Physiological Signal Based Security

Body Area Networks (BANs) constantly interact with their physical environment with the help of sensors. Sensors collect process as well as communicate information gathered from their environment. Thus BANs are inherently cyber-physical systems. The BAN interacts with its physical world (human body) by collecting, processing, and communicating health data (vital signals, temperature, pressure) from the person. This information from the environment that is already being collected can be used to provide security to the BAN. Physiological Value based Security (PVS) uses the vital signals of the human body that is collected during health monitoring operation to provide usable security to BAN.^[1]

Figure 1. Physiological Value Based Key Agreement Protocol

Properties of PVS

For PVS to succeed the scheme developed should have the following properties:

1. The keys provided by PVS for security are long and random (a basic requirement in any security protocol).
2. Knowing the physiological signals at any time will not provide significant advantage in knowing the keys agreed upon in future executions of the scheme, i.e. time variance (required to prevent attacker from guessing future feature values from present ones).
3. The physiological stimuli used for PVS is universally (ensures that sensors at different location can measure the same signal).
4. Knowing the physiological value of one individual will not provide significant advantage in guessing the keys being agreed by sensors on another individual, i.e. distinctiveness.

Implementation of PVS using Photoplethysmogram (PPG) signals

Plethysmogram based Key Agreement protocol (PKA) uses PPG signals to provide PVS infrastructure to the BAN. It provides secure key agreement between two sensors that wish to communicate in a BAN.

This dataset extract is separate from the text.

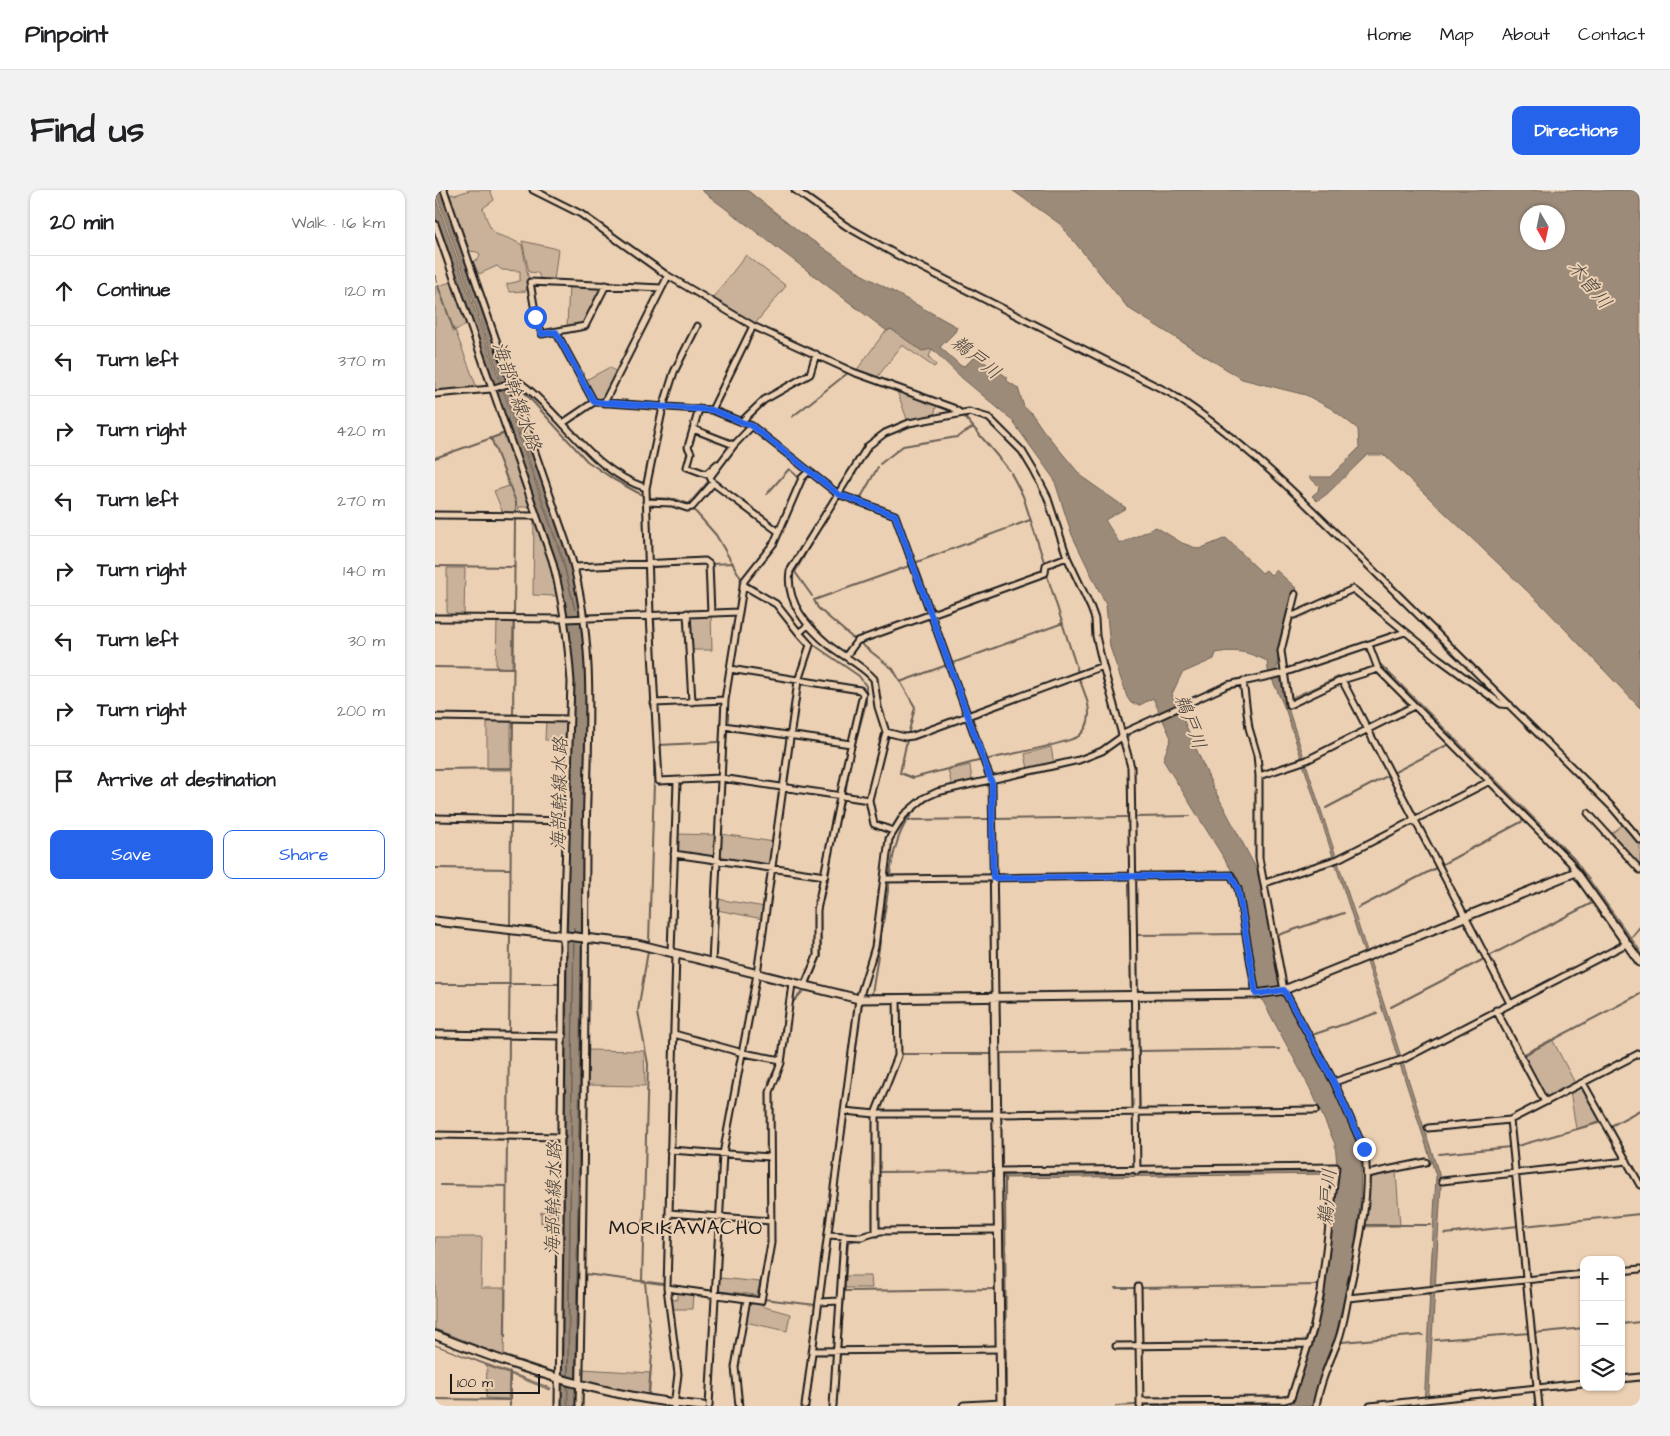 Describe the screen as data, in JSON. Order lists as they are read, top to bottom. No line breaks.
{"districts":["MORIKAWACHO"],"water":["木曽川","鵜戸川","海部幹線水路"],"scale_bar":"100 m","north":"bottom","page":{"header":"Pinpoint","nav":["Home","Map","About","Contact"],"title":"Find us","buttons":["Directions",["Save","Share"]],"heading":["20 min","Walk · 1.6 km"],"list":[["Continue","120 m"],["Turn left","370 m"],["Turn right","420 m"],["Turn left","270 m"],["Turn right","140 m"],["Turn left","30 m"],["Turn right","200 m"],"Arrive at destination"],"map_buttons":["+","−"],"scale":"100 m"}} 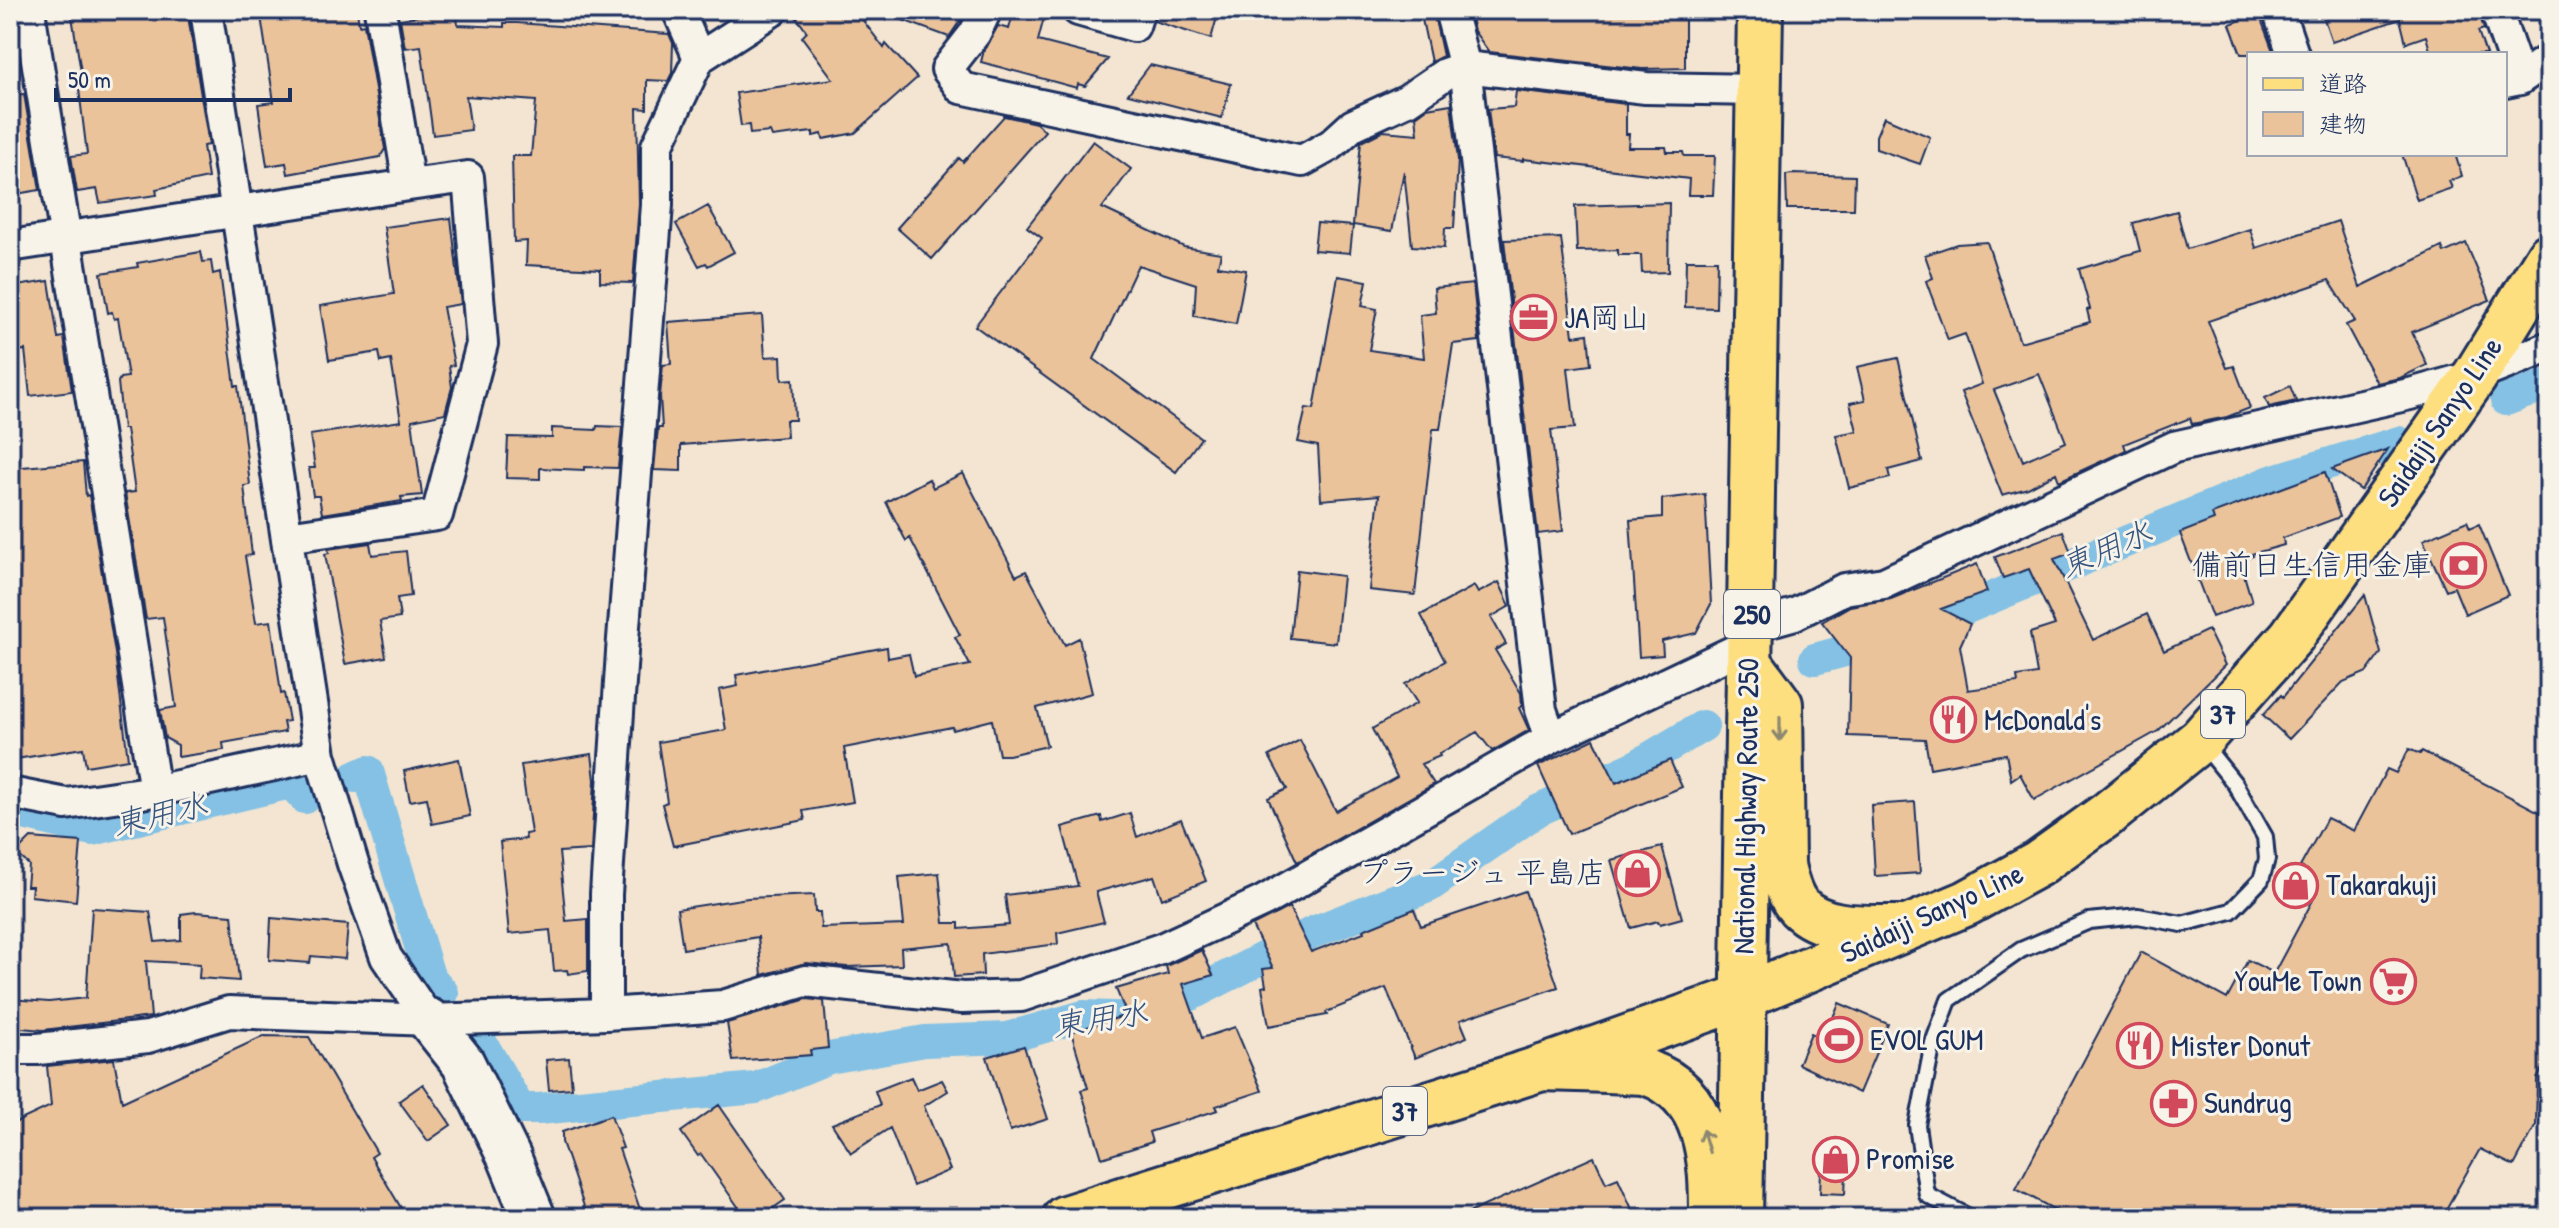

Figure 2. Signal Processing for Extracting Common Features from 2 PPG Sensors on the Same Body

PKA has been divided into four basic steps as described in Figure 1:

1. Sensing - PPG signals are sensed using Smith Medical pulse oximeter boards. The sampling rate of the instrument was 60 Hz. 12.8 seconds of PPG signals were sensed by the two communicating sensors.
2. Generate features
   1. Frequency domain features were generated by performing 256 point overlapped windowed FFT on the measured signal. The signal was divided into five Hamming windows with an overlap of 50. The first 32 coefficients of the FFT of each of the windows are concatenated to form the frequency domain features. The FFT computation is shown in Figure 2.
   2. Peak Detection, Peaks (maxima) in the FFT coefficient curve were detected by detecting sudden change in slopes (from positive to negative) of the curve. Both the peak index and the peak values were noted.
   3. Quantization, The peak indexes were represented in 8 bits binary (since they could only take values from 1 to 160). The peak values were re-quantized into 16 non uniform levels. The first twelve levels were exponential while the next 4 levels were linear. The main reason for doing this was to extract the variations in the higher frequency components (with low coefficient values) in the FFT. Thus the peak values got quantized into 5 bits binary numbers.
3. Secure Transmission of Features: Fuzzy Vault security primitive was used for secure transmission of the features from transmitting sensor to receiving sensor.
4. Select Common Features.

References

1. Cherukeri, Shriram; Venkatasubramanian, Krishna K.; Gupta, Sandeep K. S. (October 2003). Biosec: a biometric based approach for securing communication in wireless networks of biosensors implanted in the human body. Parallel Processing Workshops, 2003. Kaohsiung, Taiwan. doi:10.1109/MILCOM.2008.4753199.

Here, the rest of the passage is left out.